Your website isn't working

Alejoas:

this is for you and your friend.In case you need external battery for your laptop, i have for sale. It is guaranteed to impress you. Powerbank for Laptop!Our external battery for laptop is ready to increase your productivity, guaranteed to power you for between ten to twenty four hours.

50k for 100,000mah guaranteed to power you pc for more than 10 hours. 75k for 180,000mah guaranteed to power pc for more than 18hours. All are built with brand new liFePo4 battery.

wwwdotcooldipodotcom

0806.5316.307

Re: Applied Statistics For Data Analysis/science by Alejobs: 4:04am On Apr 25, 2021

NemB:
Hello. I'm Interested.
Your website isn't working

Come to WhatsApp then.
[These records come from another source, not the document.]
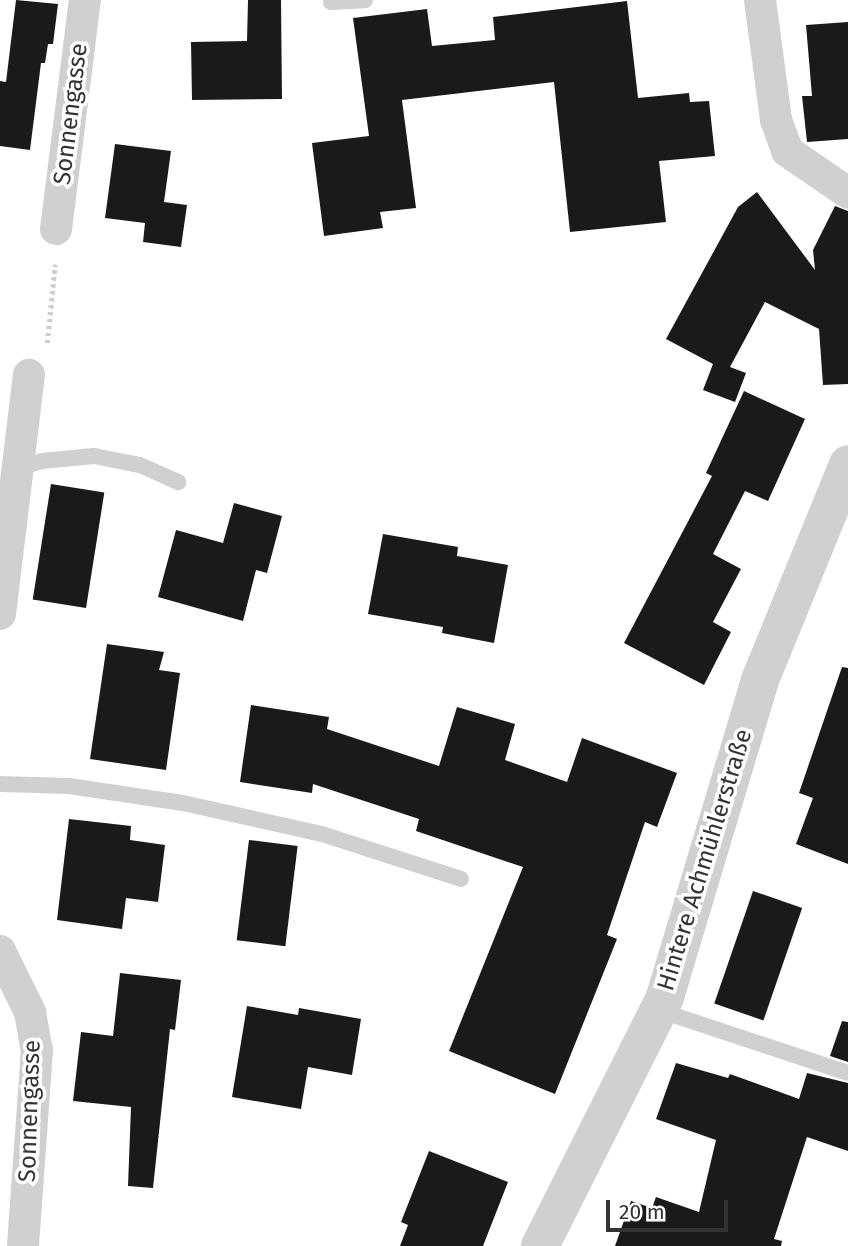 <!DOCTYPE html>
<meta charset="utf-8">
<style>
body{margin:0}
#map{position:relative;width:848px;height:1246px;overflow:hidden;background:#fff;font-family:"Fira Sans",sans-serif}
div>[style]{position:absolute}
.building>*{inset:0;background:#1a1a1a;transform-origin:0 0}
.path>*{height:4.5px;margin-top:-2.25px;transform-origin:0;background:repeating-linear-gradient(90deg,#cdcdcd 0 3.5px,transparent 0 7px)}
.service>*{height:16px;margin:-8px;padding:0 8px;transform-origin:8px;border-radius:8px;background:#d0d0d0}
.minor>*{height:32px;margin:-16px;padding:0 16px;transform-origin:16px;border-radius:16px;background:#d0d0d0}
.tertiary>*{height:38px;margin:-19px;padding:0 19px;transform-origin:19px;border-radius:19px;background:#d0d0d0}
span{translate:-50% -50%;white-space:nowrap;text-align:center;line-height:1.15;-webkit-text-stroke:7px #fff;paint-order:stroke}
.street-label{font-size:24px;color:#333}
.scale{position:absolute;left:606px;top:1200px;width:122px;height:32px;box-sizing:border-box;border:4px solid #333;border-top:0;padding-left:9px;font-size:21px;line-height:24px;white-space:nowrap;color:#333;-webkit-text-stroke:5px #fff;paint-order:stroke}
</style>
<div id="map">
<div class="building">
<i style="clip-path:polygon(16px 0,58px 4px,53px 44px,48px 44px,45px 63px,41px 63px,30px 150px,0 146px,0 81px,6px 82px)"></i>
<i style="clip-path:polygon(248px 0,281px 0,282px 99px,192px 100px,191px 42px,247px 41px)"></i>
<i style="clip-path:polygon(627px 1px,638px 98px,689px 93px,690px 102px,709px 101px,715px 156px,659px 161px,666px 222px,570px 232px,554px 82px,402px 100px,416px 208px,380px 212px,383px 228px,324px 236px,312px 143px,369px 136px,353px 18px,427px 9px,432px 46px,495px 40px,493px 17px)"></i>
<i style="clip-path:polygon(848px 22px,848px 139px,807px 142px,802px 96px,812px 96px,806px 25px)"></i>
<i style="clip-path:polygon(115px 144px,171px 151px,164px 202px,187px 205px,181px 247px,143px 242px,145px 223px,105px 218px)"></i>
<i style="clip-path:polygon(757px 192px,815px 270px,813px 250px,835px 206px,848px 211px,848px 384px,823px 385px,819px 329px,765px 302px,730px 367px,746px 373px,735px 402px,703px 390px,713px 364px,666px 339px,738px 207px)"></i>
<i style="clip-path:polygon(744px 391px,805px 419px,768px 501px,745px 491px,713px 554px,741px 569px,713px 622px,731px 632px,704px 685px,624px 643px,712px 476px,706px 473px)"></i>
<i style="left:51px;top:484px;width:54px;height:117px;rotate:9deg"></i>
<i style="clip-path:polygon(234px 503px,282px 516px,267px 573px,256px 570px,243px 621px,158px 597px,176px 530px,223px 543px)"></i>
<i style="clip-path:polygon(383px 534px,458px 547px,457px 556px,508px 565px,494px 643px,442px 633px,443px 627px,368px 614px)"></i>
<i style="clip-path:polygon(107px 644px,164px 652px,159px 670px,180px 673px,166px 770px,90px 759px)"></i>
<i style="clip-path:polygon(842px 667px,848px 668px,848px 864px,796px 844px,813px 798px,799px 793px)"></i>
<i style="clip-path:polygon(251px 705px,329px 717px,327px 729px,439px 766px,457px 707px,515px 724px,505px 760px,567px 782px,582px 738px,677px 773px,657px 827px,645px 822px,607px 935px,617px 939px,555px 1094px,449px 1051px,523px 867px,416px 831px,419px 819px,313px 784px,312px 793px,240px 782px)"></i>
<i style="clip-path:polygon(69px 819px,131px 826px,130px 840px,165px 845px,158px 902px,126px 898px,122px 929px,57px 920px)"></i>
<i style="left:249px;top:840px;width:49px;height:101px;rotate:7deg"></i>
<i style="left:753px;top:891px;width:52px;height:119px;rotate:19deg"></i>
<i style="clip-path:polygon(120px 973px,181px 980px,175px 1030px,170px 1029px,153px 1188px,128px 1186px,131px 1107px,73px 1101px,81px 1032px,113px 1036px)"></i>
<i style="clip-path:polygon(247px 1006px,298px 1015px,299px 1008px,361px 1019px,352px 1075px,308px 1067px,301px 1109px,232px 1097px)"></i>
<i style="clip-path:polygon(842px 1021px,848px 1022px,848px 1062px,830px 1056px)"></i>
<i style="clip-path:polygon(676px 1063px,728px 1078px,730px 1074px,799px 1099px,807px 1073px,848px 1083px,848px 1151px,807px 1137px,774px 1239px,782px 1241px,781px 1246px,615px 1246px,631px 1201px,652px 1208px,656px 1197px,699px 1212px,716px 1140px,656px 1119px)"></i>
<i style="clip-path:polygon(429px 1151px,508px 1182px,483px 1246px,400px 1246px,408px 1225px,401px 1222px)"></i>
</div>
<div class="path">
<i style="left:47px;top:343px;width:79px;rotate:-84.2deg"></i>
</div>
<div class="service">
<i style="left:331px;top:2px;width:34px;rotate:-3deg"></i>
<i style="left:18px;top:468px;width:25px;rotate:-16deg"></i>
<i style="left:42px;top:461px;width:52px;rotate:-5.5deg"></i>
<i style="left:94px;top:456px;width:47px;rotate:11.1deg"></i>
<i style="left:140px;top:465px;width:42px;rotate:24.1deg"></i>
<i style="left:0;top:784px;width:69px;rotate:1.7deg"></i>
<i style="left:69px;top:786px;width:115px;rotate:8.5deg"></i>
<i style="left:183px;top:803px;width:142px;rotate:12.6deg"></i>
<i style="left:322px;top:834px;width:146px;rotate:17.9deg"></i>
<i style="left:658px;top:1010px;width:200px;rotate:18.3deg"></i>
</div>
<div class="minor">
<i style="left:760px;top:0;width:121px;rotate:82.4deg"></i>
<i style="left:776px;top:120px;width:33px;rotate:70deg"></i>
<i style="left:787px;top:151px;width:74px;rotate:34.5deg"></i>
<i style="left:56px;top:229px;width:231px;rotate:-82.8deg"></i>
<i style="left:0;top:614px;width:241px;rotate:-83.1deg"></i>
<i style="left:0;top:951px;width:68px;rotate:63.8deg"></i>
<i style="left:30px;top:1012px;width:39px;rotate:80deg"></i>
<i style="left:37px;top:1050px;width:196px;rotate:94.1deg"></i>
</div>
<div class="tertiary">
<i style="left:540px;top:1246px;width:279px;rotate:-63.3deg"></i>
<i style="left:665px;top:997px;width:331px;rotate:-73.3deg"></i>
<i style="left:760px;top:680px;width:233px;rotate:-67.8deg"></i>
</div>
<div class="street-label">
<span style="left:71px;top:114px;rotate:-83deg">Sonnengasse</span>
<span style="left:705px;top:860px;rotate:-73deg">Hintere Achmühlerstraße</span>
<span style="left:30px;top:1111px;rotate:-88deg">Sonnengasse</span>
</div>
<div class="scale">20 m</div>
</div>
You are supposed to replace the dot with a '.'........

08065,316,307

(1) (Reply)

Need Help On My Project Write Up. / Python Final Year Project / Someone Good With Bootstrap And Html And Css Needed For Urgent Project

(Go Up)

Sections: politics (1) business autos (1) jobs (1) career education (1) romance computers phones travel sports fashion health
religion celebs tv-movies music-radio literature webmasters programming techmarket

Links: (1) (2) (3) (4) (5) (6) (7) (8) (9) (10)

Nairaland - Copyright © 2005 - 2024 Oluwaseun Osewa. All rights reserved. See How To Advertise. 72
Disclaimer: Every Nairaland member is solely responsible for anything that he/she posts or uploads on Nairaland.